Deep Learning based Monaural Separation of Harmonic Sounds for Audio Signal Enhancement and Pattern Recognition
Deep Learning based Monaural Separation of Harmonic Sounds for Audio Signal Enhancement and Pattern Recognition
INTRODUCTION
Music source separation (MSS) is the task of separating a music piece into individual sources, such as vocals and accompaniment. MSS is normally more challenging. Typically, there may be many musical instruments and voices in a two-channel recording, and the sources have often been processed with the addition of filters and reverberation (sometimes nonlinear) in the recording and mixing process. In some cases, the sources may move or the production parameters may change, meaning that the mixture is time varying. Nevertheless, musical sound sources have particular properties and structures that can help us. For example, musical source signals often have a regular harmonic structure of frequencies at regular intervals and can have frequency contours characteristic of each musical instrument. They may also repeat, in particular, temporal patterns based on the musical structure.

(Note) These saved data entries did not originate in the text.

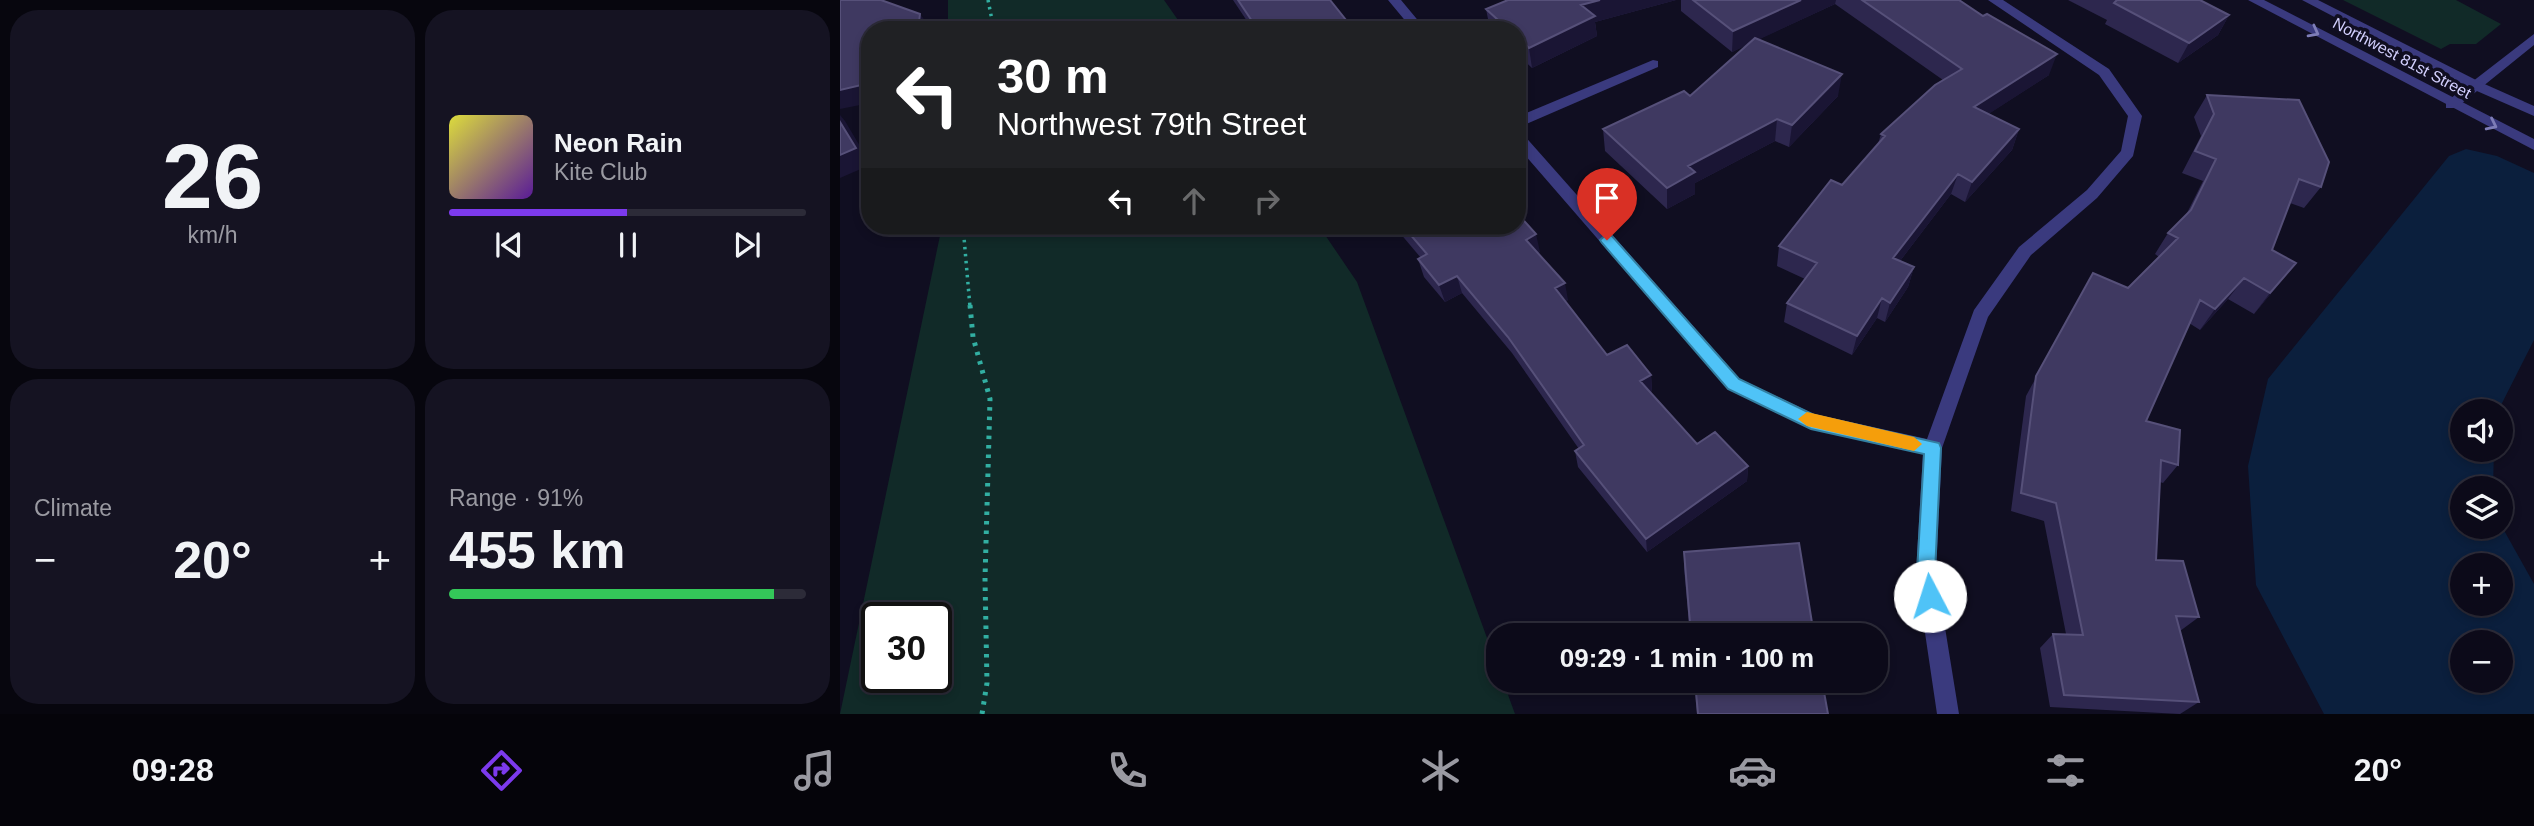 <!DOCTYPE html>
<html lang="en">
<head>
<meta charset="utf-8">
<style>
	:root { --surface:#0c0a19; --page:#151322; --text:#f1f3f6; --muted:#9a9aa2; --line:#2c2b38; --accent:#7c3aed }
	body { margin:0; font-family:Helvetica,sans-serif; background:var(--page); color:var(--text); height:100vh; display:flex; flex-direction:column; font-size:26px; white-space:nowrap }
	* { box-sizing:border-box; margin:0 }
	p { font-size:23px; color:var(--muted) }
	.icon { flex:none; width:38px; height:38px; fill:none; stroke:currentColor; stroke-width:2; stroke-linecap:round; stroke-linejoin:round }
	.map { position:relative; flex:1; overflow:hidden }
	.details { display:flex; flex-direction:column; gap:10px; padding:10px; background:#07060e; width:840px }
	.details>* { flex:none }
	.top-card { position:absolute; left:21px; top:21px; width:665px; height:214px; border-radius:28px; box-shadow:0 4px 10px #0003,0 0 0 2px var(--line); background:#202124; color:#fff; overflow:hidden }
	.fabs { position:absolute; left:1610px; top:399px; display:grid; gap:14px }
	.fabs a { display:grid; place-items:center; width:63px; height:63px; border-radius:50%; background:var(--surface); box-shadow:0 4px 10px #0003,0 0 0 2px var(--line); font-size:35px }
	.speed { position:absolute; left:21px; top:602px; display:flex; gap:14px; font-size:35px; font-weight:700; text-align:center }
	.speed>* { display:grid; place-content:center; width:91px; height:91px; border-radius:50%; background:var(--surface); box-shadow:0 4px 10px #0003,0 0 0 2px var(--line); line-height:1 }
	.speed .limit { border:4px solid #111; border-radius:10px; background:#fff; color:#111 }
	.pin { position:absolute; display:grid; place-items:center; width:60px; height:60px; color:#fff; margin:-72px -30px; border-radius:50% 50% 50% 0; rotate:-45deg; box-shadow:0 0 7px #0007 }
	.pin .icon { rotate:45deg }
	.me { position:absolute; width:77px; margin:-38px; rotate:355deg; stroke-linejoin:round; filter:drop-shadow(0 0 5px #0008) }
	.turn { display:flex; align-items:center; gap:24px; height:147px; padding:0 21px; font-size:32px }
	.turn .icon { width:91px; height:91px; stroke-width:2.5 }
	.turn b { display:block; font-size:49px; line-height:60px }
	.lanes { display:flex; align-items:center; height:66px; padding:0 21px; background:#0003; justify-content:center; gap:35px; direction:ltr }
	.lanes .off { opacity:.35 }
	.big { font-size:52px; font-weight:700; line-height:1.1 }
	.details .tile { flex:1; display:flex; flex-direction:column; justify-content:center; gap:10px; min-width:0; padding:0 24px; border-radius:28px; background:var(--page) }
	.details .dial { align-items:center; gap:0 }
	.dial b { font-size:91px; line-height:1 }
	.song { display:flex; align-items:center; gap:21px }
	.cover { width:84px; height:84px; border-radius:10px; background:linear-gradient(135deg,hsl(60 70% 55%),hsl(270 70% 35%)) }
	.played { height:7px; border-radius:4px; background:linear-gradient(90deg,var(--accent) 50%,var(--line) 50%) }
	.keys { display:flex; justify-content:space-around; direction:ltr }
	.heat { display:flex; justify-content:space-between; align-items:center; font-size:38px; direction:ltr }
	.charge { height:10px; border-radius:5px; background:linear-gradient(90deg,#34c759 91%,var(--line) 0) }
	.details .tiles { flex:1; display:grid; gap:10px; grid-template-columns:repeat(2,1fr) }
	.trip { position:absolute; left:646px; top:623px; width:402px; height:70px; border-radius:28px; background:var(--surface); box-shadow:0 4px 10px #0003,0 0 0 2px var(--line); font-weight:700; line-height:70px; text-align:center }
	.dock { display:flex; height:112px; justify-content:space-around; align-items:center; background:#05040a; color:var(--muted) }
	.dock .icon { width:49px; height:49px }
	.dock .current { color:var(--accent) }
	.dock b { font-size:32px; color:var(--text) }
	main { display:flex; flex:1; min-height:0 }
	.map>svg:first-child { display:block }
	.green { fill:#112a28; fill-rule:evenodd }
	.water { fill:#0b1f3d; fill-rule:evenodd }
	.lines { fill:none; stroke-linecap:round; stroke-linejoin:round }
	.path-far1 { stroke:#32afa2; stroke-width:3.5; stroke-dasharray:2.5 4.5; stroke-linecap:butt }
	.path { stroke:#32afa2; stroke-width:5; stroke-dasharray:3.5 6; stroke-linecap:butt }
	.minor { fill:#3a3a7e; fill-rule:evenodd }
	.tertiary { fill:#3a3a7e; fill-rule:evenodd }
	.wall { fill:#2d274e }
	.shaded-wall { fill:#1a1534 }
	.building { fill:#3f3961; stroke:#565079; stroke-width:2 }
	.oneway { stroke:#7e7db7 }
	.route { fill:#4fc3f7; stroke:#337fa1; stroke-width:2 }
	.slow { fill:#f59e0b }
	.labels { text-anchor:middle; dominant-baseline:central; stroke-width:7; stroke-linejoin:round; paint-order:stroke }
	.far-street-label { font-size:16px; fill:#d2cffd; stroke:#100e21 }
</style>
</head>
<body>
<main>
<section class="details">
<div class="tiles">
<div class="tile dial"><b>26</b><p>km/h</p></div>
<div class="tile">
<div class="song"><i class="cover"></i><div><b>Neon Rain</b><p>Kite Club</p></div></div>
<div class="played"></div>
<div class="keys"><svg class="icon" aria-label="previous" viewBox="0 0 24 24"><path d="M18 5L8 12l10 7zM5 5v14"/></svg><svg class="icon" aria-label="pause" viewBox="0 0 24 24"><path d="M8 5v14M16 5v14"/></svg><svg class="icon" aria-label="next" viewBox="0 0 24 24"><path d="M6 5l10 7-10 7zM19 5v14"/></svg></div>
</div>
<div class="tile"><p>Climate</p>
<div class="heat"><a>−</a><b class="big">20°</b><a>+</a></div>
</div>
<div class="tile"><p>Range · 91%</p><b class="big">455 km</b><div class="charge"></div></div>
</div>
</section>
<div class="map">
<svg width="1694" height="714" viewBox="0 0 1694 714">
	<rect width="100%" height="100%" fill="#100e21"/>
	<!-- green -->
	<path class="green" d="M108,0H324L345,30H108Z
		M1503,0H1616L1661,24L1636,44H1610L1601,49Z
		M102,226H479L517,282L658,668V681H663L675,714H0ZM37,618H96V677H37Z"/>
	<!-- water -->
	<path class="water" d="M1626,149L1657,156L1694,173V340L1658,411H1622V450H1654L1653,488H1622V527L1661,525L1694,584V714H1484L1416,585L1408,466L1428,379L1609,156ZM1622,565H1661V604H1622ZM1622,642H1661V681H1622Z"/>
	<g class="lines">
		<!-- path-far1 -->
		<path class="path-far1" d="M148,0L154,30
			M123,226L130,307"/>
		<!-- path -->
		<path class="path" d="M130,305L133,337L150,399L145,579L147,683L142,714"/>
		<!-- minor -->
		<path class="minor" d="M548,0H561L586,30H573Z
			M1148,0H1163L1269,69L1302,116L1293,156L1257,198L1191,255L1148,317L1102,448L1096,572L1119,714H1097L1076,572L1083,454L971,429L888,389L677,146V131L682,133L900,379L974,414L1087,439L1134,310L1179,247L1247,190L1281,151L1288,116L1259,75Z
			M1694,34V45L1616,108H1606V102Z
			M813,60L818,61V67L677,128V117Z"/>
		<!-- tertiary -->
		<path class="tertiary" d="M1408,0H1424L1694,139V150Z
			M1462,0H1478L1640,82L1694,106V116L1630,88Z"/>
	</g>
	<!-- wall -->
	<path class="wall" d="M393,0H490L514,30H413Z
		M668,0H836L755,22L757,36L692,68L677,54V30L650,29L646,9Z
		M841,0H1119L1209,75L1148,114L1179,129L1172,150L1125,202L1111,194L1060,261L1074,267L1068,287L1045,322L1037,318L1012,355L944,322L947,303L965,279L937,266L939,246L1002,185L1038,144L1041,134L1103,80L995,4L919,39L998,96L949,147L935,141L855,183V194L827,209L765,151L763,129L850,96L908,44L892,52L841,11Z
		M1228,0H1360L1389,15L1378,35L1338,63L1265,24L1267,20Z
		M1367,95L1481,187L1464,208L1450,203L1432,250L1456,263L1414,314L1388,299L1360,330L1349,323L1306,421L1338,465L1323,483L1320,482L1316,560L1359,617L1340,631L1359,702L1340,714L1210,707L1200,648L1213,634H1226L1204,521L1171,511L1186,396L1253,273L1288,288L1319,257L1315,254L1328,233L1346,215L1363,181L1342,173L1361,136L1354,117Z
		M554,226H677L700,252L698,253L728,300L725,301L767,355L811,375L812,391L810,392L857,444L908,466L907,481L807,552L738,467L735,451L739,449L672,353L622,293L605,302L584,277L578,259L581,258Z
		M844,552L974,635H850L844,568Z
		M854,681H982L988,714H857Z"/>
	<!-- shaded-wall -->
	<path class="shaded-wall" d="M760,0H836L755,22L757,36L692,68L689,48L741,5Z
		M961,0H996L995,4L892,52L893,31Z
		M80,14L92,30H78Z
		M1389,15L1378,35L1338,63L1349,43Z
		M1217,54L1209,75L1127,128L1134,107Z
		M1002,74L998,96L949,147L952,125Z
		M30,83V103L0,109V90Z
		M0,115L5,121L30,163V165L0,178Z
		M937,119L935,141L855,183V194L827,209V188L848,166Z
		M1179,129L1172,150L1125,202L1132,182Z
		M1118,174L1111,194L1047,278L1053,258Z
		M696,234L700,252L689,257L686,240Z
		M1456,263L1439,284L1414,314L1430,293Z
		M1074,267L1068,287L1045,322L1050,303Z
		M617,276L622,293L605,302L599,285Z
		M1404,278L1388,299L1360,330L1375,309Z
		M725,283L728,300L718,306L715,288Z
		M1042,298L1037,318L1012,355L1017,336Z
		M811,375L812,391L801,397L800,381Z
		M908,466L907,481L807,552L806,539Z"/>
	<!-- building -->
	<path class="building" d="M0,0H41L80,14L78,30H30V83L0,90Z
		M398,0H490L514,30H418Z
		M668,0H760L741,5L755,16L689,48L677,37V30H669L646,9Z
		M853,0H961L893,31Z
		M1022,0H1119L1143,16L1147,14L1217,54L1134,107L1179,129L1132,182L1118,174L1053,258L1074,267L1050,303L1042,298L1017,336L947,303L977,263L939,246L991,180L1002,185L1045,136L1041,134L1095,85L1122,69Z
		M1277,0H1360L1389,15L1349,43L1274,3Z
		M915,38L1002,74L952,125L937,119L848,166L855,172L827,188L763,129L844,91L850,96Z
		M1367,95L1459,100L1489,162L1481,187L1459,179L1432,250L1456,263L1430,293L1404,278L1375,309L1360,300L1306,421L1340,430L1338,465L1321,460L1316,560L1343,561L1359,617L1336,616L1359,702L1224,695L1213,634L1243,635L1216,503L1181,493L1196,376L1253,273L1288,288L1338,238L1328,233L1351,210L1376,159L1355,151L1374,114Z
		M0,122L16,148L0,155Z
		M677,213L696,234L686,240L725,283L715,288L767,355L787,345L811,375L800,381L857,444L875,432L908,466L806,539L735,451L744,445L668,337L617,276L599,285L578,259L587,254L563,226H677Z
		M959,543L974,635H851L844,552Z
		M855,681H982L988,714H858Z"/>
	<!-- one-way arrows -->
	<defs><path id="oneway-chevron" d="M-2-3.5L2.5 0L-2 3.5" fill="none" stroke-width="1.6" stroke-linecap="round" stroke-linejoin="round" transform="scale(1.75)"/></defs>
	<g class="oneway">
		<use href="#oneway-chevron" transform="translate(1474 32) rotate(28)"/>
		<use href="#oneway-chevron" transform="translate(1652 125) rotate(26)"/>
	</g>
	<!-- route -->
	<path class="route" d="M767,234L772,236L899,379L974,415L1099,443L1101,448L1095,572L1099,596L1096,602L1090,605L1083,602L1077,572L1084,454L971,429L888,389L762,243L760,240Z"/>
	<!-- slow -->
	<path class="slow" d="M967,412L1074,437L1082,444L1074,451L967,426L958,419Z"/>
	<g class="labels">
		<!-- far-street labels -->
		<g class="far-street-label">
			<text transform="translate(1562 58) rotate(28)">Northwest 81st Street</text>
		</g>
	</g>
</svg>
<div class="fabs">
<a><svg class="icon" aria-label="sound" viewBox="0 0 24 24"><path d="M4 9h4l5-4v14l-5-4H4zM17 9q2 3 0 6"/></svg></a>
<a><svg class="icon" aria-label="layers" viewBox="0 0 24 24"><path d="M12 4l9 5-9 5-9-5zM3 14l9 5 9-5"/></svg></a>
<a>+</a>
<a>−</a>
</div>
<div class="speed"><div class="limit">30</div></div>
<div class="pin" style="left:767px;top:240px;background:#d93025"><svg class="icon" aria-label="arrive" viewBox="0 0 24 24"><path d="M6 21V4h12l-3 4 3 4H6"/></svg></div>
<svg class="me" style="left:1090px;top:596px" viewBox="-20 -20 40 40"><circle r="19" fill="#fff"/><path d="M0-13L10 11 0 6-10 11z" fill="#4fc3f7"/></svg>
<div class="trip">09:29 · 1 min · 100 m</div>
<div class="top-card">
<div class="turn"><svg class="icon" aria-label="left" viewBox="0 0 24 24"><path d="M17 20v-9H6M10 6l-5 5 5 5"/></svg><div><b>30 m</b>Northwest 79th Street</div></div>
<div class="lanes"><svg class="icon" aria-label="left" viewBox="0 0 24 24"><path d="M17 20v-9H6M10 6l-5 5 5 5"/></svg><svg class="icon off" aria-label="ahead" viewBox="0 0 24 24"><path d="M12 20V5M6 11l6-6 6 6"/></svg><svg class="icon off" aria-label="right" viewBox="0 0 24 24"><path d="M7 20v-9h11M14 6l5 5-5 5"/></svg></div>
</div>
</div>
</main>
<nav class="dock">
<b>09:28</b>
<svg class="icon current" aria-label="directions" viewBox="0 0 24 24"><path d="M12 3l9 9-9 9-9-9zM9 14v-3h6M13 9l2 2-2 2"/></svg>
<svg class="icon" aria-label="music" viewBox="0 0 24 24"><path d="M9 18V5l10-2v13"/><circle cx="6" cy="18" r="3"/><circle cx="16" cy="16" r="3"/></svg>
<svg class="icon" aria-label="phone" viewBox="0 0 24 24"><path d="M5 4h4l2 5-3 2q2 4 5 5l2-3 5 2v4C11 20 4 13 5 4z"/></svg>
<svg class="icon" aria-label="climate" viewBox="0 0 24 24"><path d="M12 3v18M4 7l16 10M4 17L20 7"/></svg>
<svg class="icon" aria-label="car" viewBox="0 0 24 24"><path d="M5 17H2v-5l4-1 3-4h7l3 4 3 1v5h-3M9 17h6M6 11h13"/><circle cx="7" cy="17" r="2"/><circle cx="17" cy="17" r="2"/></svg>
<svg class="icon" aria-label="filters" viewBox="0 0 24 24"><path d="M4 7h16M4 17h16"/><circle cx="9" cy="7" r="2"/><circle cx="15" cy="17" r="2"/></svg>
<b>20°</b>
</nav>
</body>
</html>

In recent past classical approaches like ICA, NMF has been used to separate audio. The main problem in ICA is that it needs the number of mixtures to match the number of sources to separate audio. This is known as under-determined ICA. Among classical methods NMF performed comparatively well compared to other methods. With the rise of neural networks single channel audio source separation has developed drastically in the past era. There are time domain architectures as well as frequency domain architectures.
In this project we intend to separate audio from using and modifying different methods and compare the results and find the best solution.Â
The project proposes a novel deep learning-based neural network architecture named Y-Net for music source separation. Y-Net performs end-to-end hybrid source separation by extracting features from both spectrogram and waveform domains, and it predicts a spectrogram mask to separate vocal sources from a mixture signal. The results show that the proposed architecture is effective for music source separation with fewer parameters than existing state-of-the-art methods. The key contribution of this work is the integration of both raw audio and spectrogram representations to estimate a time-frequency mask for separating the singing voice. This approach offers the advantage of learning filters that are not present in the Short-Time Fourier Transform (STFT) spectrogram while incorporating phase information. The proposed Y-Net architecture provides a promising approach for improving the accuracy and efficiency of music source separation, with potential practical applications in creating karaoke tracks, transcribing music, and music production.